Jetzt ist ein Zugriff über den Browser auf die Kamera möglich. Aber Achtung, auch hier gibt es derzeit Einschränkungen, weil Foscam ein Plugin nutzt, dass weder auf dem Chrome- noch auf dem Edge-Browser läuft. Das Problem gibt es auch für Mobilgeräte. Internet-Explorer und Firefox funktionieren hingegen. Nach Start des Firefox oder IE ist die zuvor gefundene IP-Adresse (hier als xxx.xxx.xxx.xxx dargestellt) entweder in der Form:

  • http://xxx.xxx.xxx.xxx:88 oder
  • https://xxx.xxx.xxx.xxx

einzugeben.

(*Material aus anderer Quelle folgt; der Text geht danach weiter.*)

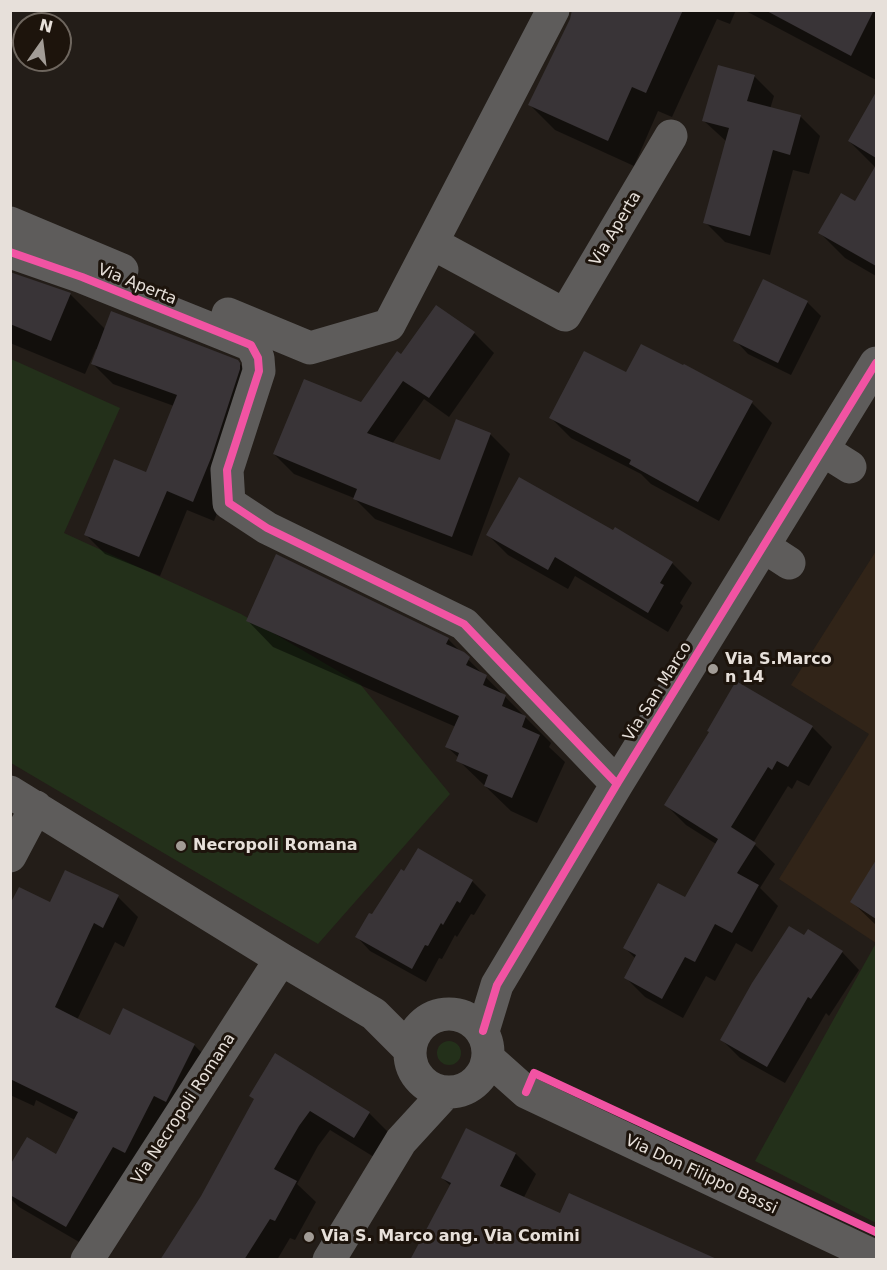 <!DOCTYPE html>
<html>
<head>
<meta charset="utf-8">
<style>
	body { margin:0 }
	#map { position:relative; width:887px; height:1270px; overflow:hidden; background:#231d18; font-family:"DejaVu Sans",sans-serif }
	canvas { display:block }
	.frame { position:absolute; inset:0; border:12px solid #e7e0da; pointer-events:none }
	.north { position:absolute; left:12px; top:12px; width:60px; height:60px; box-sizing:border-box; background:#1d140c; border:2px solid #6e665e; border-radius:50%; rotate:14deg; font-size:16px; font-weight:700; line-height:24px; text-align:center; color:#e7e0da }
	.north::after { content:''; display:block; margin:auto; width:21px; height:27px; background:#a29c96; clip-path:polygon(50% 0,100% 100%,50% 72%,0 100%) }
</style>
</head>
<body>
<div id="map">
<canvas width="887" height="1270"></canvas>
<div class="frame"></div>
<div class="north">N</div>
</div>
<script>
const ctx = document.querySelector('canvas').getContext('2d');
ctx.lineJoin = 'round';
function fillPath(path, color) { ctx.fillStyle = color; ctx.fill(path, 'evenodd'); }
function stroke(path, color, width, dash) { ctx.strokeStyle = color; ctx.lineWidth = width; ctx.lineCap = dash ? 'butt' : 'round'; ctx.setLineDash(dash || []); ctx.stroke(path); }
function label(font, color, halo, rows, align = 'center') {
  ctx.font = font + ' "DejaVu Sans",sans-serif'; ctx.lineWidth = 6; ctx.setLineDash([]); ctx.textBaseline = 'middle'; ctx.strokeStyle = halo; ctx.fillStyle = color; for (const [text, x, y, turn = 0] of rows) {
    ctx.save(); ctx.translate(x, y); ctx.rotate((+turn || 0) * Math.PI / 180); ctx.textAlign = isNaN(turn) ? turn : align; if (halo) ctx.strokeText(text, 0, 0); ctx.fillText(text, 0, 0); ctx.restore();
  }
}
fillPath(new Path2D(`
	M876,551V943L779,879L869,734L791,685Z`), '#312418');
fillPath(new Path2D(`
	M11,359L120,408L64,533L241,614L360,684L450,794L318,944L11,763Z
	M876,943V1223L755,1161Z
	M437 1053a12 12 0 1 1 24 0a12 12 0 1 1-24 0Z`), '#23301a');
fillPath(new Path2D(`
	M573,10H736L730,24L717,19L672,117L658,111L634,166L555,130L530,105L571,19Z
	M744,10H876V80Z
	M754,76L774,96L770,109L800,116L820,136L809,174L793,170L770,255L725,242L705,222L727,142L704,121Z
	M874,99L876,101V168L849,141Z
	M876,168V276L845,258L820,233L855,203Z
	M10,274L70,294L106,330L237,361L257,382L231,478L214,521L187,510L160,576L105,554L85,534L147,474L174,406L113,384L93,364L98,350L96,349L85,374L10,343Z
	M807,302L821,316L791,375L748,354L735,340Z
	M474,333L494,353L449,417L424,399L392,444L441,462L490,434L510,454L472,556L375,519L354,498L294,474L274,454L361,404L402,356Z
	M627,374L752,403L772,423L719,521L651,484L641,474L571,438L551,418Z
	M488,535L672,563L692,583L680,603L683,606L668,632L575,576L568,589L508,555Z
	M248,621L448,639L531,723L551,743L549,747L565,762L537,823L511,811L458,760L459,758L447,747L456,727L273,647Z
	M812,727L832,747L809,786L797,780L792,789L788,786L753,843L775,864L760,888L778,906L752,952L736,943L715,981L706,976L683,1018L645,997L625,977L636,959L624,947L685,899L716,844L686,825L666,805Z
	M876,863V925L852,902Z
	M472,881L486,895L474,915L471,914L457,937L455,935L442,959L439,958L426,982L370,951L357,937L372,916Z
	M118,897L138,917L124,947L115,942L77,1020L110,1037L124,1010L194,1045L214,1065L86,1246L19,1207L10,1198V1168L57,1156L75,1120L36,1100L34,1106L10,1095V908Z
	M804,937L842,952L859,970L829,1016L826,1013L785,1083L740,1058L722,1040Z
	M255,1100L369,1113L389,1133L374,1157L330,1130L318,1146L297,1184L316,1202L295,1240L290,1238L277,1260H162L190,1217Z
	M467,1130L516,1154L536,1174L523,1199L561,1215L451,1186L442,1178Z`), '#0007');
fillPath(new Path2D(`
	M572,10H683L646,93L632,87L608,141L528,105L570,19Z
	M765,10H874L851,56Z
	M718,65L755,75L747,101L801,115L790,155L773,150L750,236L703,223L729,128L702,121Z
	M876,92V158L848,141Z
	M876,165V266L818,233L841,193L855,201Z
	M10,272L71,293L51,341L10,324Z
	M763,279L808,301L778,363L733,341Z
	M436,305L475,332L429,398L403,381L367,433L440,460L456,419L491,433L452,537L353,499L357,489L273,454L304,379L361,402L397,351L401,354Z
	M111,311L238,360L240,363V369L211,458L193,502L167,491L139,557L84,535L114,459L146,472L177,395L91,364Z
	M641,344L683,365L684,364L753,401L698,502L629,464L631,460L549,418L584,351L626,372Z
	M519,477L613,530L615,527L673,562L660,583L664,585L648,613L555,557L548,570L486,535Z
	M276,554L449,638L446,644L464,652L470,657L466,665L487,675L483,685L506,695L502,706L526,716L522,727L540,735L512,798L484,786L488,775L456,761L459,753L445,747L459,716L246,621Z
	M736,681L813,726L788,767L777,761L772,770L768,767L731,827L756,843L737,873L759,885L732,933L715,924L695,962L685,957L662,999L624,978L636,955L623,948L658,883L685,897L718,839L664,805L709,732L707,731Z
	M418,848L473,880L460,903L457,901L443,925L441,923L428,946L425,945L412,969L355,937L369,913L372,914L401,869L404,871Z
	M876,860V919L850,902Z
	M65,870L119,895L103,928L94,923L55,1007L110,1035L123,1008L195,1044L166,1102L154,1096L125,1153L113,1147L66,1227L10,1195V1165L27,1137L56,1154L78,1112L10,1079V904L19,887L50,902Z
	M789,926L804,935L808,929L843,951L811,999L808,997L767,1067L720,1040L752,983Z
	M275,1053L370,1112L354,1138L310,1111L299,1126L274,1169L297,1181L275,1221L270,1219L244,1260H160L201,1196L254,1099L249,1096Z
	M466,1128L516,1153L500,1186L560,1213L569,1193L719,1260H410L451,1183L441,1178Z`), '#393437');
stroke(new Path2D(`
	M10,223L122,270
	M432,243L565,315L671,136
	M10,252L82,277L251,345L258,358L259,371L227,470L229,503L267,528L464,624L617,784
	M228,314L310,348L389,325L553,10
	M823,450L850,467
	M763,546L789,563
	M10,792L281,959L374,1014L409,1049
	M10,856L36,807
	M410 1053a39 39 0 1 1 78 0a39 39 0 1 1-78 0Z
	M483,1031L497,985L617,784L876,363
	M489,1059L526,1092L876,1257
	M87,1260L281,959
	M329,1260L401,1141L445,1093`), '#5e5c5b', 33);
stroke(new Path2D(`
	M10,252L82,277L251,345L258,358L259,371L227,470L229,503L267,528L464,624L617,784
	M483,1031L497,985L617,784L876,363
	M526,1092L534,1073L876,1232`), '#f153a3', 8);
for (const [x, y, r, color] of [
	[713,669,6,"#a29c96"],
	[181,846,6,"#a29c96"],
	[309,1237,6,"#a29c96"]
]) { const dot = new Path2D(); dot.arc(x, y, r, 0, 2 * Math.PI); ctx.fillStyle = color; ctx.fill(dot); stroke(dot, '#1d140c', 2); }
label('16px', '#e7e0da', '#1d140c', [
	["Via Aperta",616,229,-59],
	["Via Aperta",137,285,22],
	["Via San Marco",658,692,-58],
	["Via Necropoli Romana",184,1109,-57],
	["Via Don Filippo Bassi",701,1175,25]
]);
label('bold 16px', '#e7e0da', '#1d140c', [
	["Via S.Marco",725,660],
	["n 14",725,678],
	["Necropoli Romana",193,846],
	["Via S. Marco ang. Via Comini",321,1237]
], 'left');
</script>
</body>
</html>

Bei der ersten Variante wird der Standardport 88 genutzt, bei der Variante mit Verschlüsselung (SSL) wird bei vielen Browsern noch nach Bestätigung des Zertifikats verlangt, was im internen Netz auch getan werden kann. Jetzt wird noch vom Browser um Freigabe für das Plugin gebeten, dann ist eine Anmeldung an der Kamera möglich.

Die Anmeldung erfolgt mit Username “admin” und ohne Password. Anschließend wirst Du aufgefordert neue Zugangsdaten zu vergeben. Dies solltest Du auf jeden Fall tun, um den Zugang zur Kamera zu schützen.

Empfehlenswert ist noch ein Update der Firmware bevor in die weitere Konfiguration eingestiegen wird. Das Menü ist über System/System Upgrade erreichbar. Nach Download, entpacken der Dateien und einspielen des Updates über Browse und System Upgrade ist der Vorgang beendet. Die Beschreibung des Upgradevorgangs ist in einem beigefügten Dokument im Download beschrieben. Bei meinem Update waren beispielsweise zwei Dateien einzuspielen.

Über den Setup Wizard lässt sich die Basiskonfiguration mit Kamerabenennung, Zeitserver-Einstellung für die Zeitsynchronisation, WLAN-Konfiguration (falls gewünscht) und die Settings für die IP-Einstellungen (DHCP oder statisch).

Nun ist die Kamera grundsätzlich betriebsbereit. Soll sie nun über WLAN betrieben werden, so ist das Ethernet-Kabel abzuziehen.

Weitere Informationen zur erweiterten Konfiguration, empfehlenswerten Applikationen, Montage u.a. werden in separaten Artikeln folgen.